▶ _DATA_:

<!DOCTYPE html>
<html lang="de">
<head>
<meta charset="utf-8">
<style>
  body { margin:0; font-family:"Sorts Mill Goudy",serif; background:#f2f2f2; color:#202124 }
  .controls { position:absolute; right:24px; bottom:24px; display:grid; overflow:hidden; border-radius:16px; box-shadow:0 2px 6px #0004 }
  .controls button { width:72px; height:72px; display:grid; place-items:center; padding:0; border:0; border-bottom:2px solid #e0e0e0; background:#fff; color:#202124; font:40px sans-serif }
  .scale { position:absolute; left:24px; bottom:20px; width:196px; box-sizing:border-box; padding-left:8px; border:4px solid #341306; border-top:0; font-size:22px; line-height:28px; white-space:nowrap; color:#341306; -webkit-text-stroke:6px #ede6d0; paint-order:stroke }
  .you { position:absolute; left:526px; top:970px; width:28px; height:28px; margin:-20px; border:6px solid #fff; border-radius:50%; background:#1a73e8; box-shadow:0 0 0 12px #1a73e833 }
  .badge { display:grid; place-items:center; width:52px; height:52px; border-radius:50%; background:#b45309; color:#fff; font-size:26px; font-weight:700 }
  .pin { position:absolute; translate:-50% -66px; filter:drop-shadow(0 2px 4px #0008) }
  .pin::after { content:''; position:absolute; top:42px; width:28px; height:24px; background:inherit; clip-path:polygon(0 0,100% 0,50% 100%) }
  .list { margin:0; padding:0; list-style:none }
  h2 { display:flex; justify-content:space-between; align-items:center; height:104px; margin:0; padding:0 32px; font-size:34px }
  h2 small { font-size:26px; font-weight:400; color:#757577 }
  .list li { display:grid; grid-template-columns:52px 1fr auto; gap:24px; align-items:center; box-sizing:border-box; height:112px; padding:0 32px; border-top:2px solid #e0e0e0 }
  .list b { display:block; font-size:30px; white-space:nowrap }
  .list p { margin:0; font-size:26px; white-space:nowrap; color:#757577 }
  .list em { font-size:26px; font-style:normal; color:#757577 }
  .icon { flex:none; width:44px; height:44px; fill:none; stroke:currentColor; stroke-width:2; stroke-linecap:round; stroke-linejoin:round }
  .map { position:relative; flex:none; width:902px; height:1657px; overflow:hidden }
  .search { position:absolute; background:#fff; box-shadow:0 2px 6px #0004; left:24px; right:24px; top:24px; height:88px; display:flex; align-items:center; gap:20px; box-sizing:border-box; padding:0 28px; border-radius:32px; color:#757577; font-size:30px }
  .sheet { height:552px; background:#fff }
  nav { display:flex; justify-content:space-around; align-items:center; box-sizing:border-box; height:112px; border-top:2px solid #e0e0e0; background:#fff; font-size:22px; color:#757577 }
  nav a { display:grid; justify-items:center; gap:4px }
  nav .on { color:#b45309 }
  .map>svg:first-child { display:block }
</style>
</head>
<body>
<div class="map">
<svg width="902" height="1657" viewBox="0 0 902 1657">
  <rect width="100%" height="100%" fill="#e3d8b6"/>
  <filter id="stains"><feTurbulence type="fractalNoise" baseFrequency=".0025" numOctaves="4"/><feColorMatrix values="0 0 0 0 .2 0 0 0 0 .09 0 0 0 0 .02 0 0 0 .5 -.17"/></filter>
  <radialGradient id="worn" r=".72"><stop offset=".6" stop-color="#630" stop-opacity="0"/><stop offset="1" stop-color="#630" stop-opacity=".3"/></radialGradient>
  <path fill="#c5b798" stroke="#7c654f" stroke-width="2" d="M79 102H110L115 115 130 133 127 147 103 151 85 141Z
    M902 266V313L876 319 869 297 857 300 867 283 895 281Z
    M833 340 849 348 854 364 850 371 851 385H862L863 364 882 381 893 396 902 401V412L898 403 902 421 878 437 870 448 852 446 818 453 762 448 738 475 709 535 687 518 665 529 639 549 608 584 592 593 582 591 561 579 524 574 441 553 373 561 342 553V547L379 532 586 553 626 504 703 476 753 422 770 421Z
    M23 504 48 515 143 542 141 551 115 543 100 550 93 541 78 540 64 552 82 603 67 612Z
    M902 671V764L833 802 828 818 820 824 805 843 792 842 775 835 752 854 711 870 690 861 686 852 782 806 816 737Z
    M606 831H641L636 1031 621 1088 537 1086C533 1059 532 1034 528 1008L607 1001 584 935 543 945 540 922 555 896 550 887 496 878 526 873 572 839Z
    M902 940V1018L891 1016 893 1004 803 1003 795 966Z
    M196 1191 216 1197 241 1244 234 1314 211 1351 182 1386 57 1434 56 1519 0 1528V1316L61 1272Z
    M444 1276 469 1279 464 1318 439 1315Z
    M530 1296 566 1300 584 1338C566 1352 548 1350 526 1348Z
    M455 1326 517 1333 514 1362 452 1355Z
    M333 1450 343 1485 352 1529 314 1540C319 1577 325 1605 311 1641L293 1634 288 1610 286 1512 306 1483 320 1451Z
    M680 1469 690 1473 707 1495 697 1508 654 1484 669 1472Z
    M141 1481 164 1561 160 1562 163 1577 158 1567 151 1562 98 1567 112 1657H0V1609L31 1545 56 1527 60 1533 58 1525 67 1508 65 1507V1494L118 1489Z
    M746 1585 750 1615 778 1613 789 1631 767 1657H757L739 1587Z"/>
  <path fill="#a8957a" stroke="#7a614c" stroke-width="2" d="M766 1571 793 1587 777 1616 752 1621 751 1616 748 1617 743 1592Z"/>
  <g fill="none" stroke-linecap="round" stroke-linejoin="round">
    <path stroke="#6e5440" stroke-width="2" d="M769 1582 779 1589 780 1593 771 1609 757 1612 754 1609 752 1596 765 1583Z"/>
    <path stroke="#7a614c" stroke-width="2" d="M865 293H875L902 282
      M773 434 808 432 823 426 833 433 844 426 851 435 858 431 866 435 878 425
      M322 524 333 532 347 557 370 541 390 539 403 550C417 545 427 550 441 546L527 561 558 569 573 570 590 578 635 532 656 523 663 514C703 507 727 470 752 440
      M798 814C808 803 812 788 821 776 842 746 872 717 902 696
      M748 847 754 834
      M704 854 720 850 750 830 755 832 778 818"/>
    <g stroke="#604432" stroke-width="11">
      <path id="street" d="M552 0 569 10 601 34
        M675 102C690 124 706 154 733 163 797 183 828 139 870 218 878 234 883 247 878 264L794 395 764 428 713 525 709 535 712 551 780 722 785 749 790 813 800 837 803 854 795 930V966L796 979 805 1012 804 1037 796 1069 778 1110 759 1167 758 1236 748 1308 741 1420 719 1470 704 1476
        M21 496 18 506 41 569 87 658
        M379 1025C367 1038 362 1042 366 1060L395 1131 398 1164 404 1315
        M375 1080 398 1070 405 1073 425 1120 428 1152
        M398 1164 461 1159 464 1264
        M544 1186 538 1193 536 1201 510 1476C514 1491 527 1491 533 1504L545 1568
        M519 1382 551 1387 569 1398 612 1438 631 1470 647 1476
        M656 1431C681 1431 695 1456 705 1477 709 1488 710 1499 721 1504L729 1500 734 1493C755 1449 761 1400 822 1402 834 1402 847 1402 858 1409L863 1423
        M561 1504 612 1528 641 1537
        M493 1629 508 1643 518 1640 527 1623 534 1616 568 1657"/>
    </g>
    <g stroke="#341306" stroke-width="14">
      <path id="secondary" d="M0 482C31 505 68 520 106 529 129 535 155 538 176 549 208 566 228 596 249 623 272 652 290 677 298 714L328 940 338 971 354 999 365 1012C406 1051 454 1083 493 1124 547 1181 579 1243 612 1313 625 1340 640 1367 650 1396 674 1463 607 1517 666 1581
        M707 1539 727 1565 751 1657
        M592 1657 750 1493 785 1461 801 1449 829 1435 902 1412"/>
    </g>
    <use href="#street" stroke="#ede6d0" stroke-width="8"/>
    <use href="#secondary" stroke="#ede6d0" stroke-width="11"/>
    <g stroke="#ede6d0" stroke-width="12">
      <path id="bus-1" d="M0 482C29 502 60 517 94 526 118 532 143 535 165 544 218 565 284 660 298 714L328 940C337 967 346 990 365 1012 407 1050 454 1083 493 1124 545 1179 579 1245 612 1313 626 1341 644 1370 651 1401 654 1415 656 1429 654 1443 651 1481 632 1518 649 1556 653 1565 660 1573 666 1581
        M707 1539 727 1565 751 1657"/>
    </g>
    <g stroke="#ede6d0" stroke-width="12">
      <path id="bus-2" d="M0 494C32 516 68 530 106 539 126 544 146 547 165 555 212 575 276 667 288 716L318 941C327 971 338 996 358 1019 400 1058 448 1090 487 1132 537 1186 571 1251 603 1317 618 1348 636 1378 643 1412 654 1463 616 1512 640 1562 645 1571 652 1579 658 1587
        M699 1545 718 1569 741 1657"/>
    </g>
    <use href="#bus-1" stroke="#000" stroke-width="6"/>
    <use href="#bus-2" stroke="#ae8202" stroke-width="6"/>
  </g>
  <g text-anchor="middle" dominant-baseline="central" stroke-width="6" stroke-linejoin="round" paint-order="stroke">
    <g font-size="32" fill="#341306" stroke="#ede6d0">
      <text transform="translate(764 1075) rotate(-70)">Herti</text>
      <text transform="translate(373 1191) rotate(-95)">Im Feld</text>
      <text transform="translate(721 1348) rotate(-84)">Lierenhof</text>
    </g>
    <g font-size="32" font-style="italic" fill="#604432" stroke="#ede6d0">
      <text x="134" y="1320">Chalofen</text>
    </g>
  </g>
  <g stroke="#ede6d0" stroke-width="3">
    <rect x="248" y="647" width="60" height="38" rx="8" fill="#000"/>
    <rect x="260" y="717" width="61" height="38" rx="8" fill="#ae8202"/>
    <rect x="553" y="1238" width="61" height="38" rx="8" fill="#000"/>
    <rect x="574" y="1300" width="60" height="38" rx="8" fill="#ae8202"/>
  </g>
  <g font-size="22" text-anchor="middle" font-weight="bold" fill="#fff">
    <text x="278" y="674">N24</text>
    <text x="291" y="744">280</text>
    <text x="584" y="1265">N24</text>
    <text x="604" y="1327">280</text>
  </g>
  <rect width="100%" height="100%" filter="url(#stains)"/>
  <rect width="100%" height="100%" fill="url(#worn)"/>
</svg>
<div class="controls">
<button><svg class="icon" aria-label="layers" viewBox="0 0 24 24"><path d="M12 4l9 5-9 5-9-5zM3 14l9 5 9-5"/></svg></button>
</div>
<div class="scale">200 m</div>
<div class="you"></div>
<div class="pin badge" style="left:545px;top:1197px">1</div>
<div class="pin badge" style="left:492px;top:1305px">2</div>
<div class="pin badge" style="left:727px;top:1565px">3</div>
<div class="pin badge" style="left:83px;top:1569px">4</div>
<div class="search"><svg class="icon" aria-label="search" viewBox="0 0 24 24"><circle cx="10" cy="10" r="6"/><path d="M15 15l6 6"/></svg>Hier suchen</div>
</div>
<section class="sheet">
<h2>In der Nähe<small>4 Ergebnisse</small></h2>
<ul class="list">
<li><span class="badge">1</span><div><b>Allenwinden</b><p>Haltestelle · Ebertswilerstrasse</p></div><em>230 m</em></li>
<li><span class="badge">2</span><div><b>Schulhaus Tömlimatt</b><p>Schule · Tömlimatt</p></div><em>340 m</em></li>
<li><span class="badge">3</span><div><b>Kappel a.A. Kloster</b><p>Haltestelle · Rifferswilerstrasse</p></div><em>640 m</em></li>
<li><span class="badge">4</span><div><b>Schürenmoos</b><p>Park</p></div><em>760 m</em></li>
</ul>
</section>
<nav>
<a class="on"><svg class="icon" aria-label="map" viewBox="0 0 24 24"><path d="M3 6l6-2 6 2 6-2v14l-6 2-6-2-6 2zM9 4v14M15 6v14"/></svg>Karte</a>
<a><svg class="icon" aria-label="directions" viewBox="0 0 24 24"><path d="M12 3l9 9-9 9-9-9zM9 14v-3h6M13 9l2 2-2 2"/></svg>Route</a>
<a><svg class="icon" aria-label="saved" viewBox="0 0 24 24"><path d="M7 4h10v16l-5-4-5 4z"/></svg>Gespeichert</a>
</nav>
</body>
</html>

▶ _WHAT YOU SHOULD DO_:
Take the entries above and copy out all lines with the string "linecap".

▶ _TASK SOLUTION_:
  .icon { flex:none; width:44px; height:44px; fill:none; stroke:currentColor; stroke-width:2; stroke-linecap:round; stroke-linejoin:round }
  <g fill="none" stroke-linecap="round" stroke-linejoin="round">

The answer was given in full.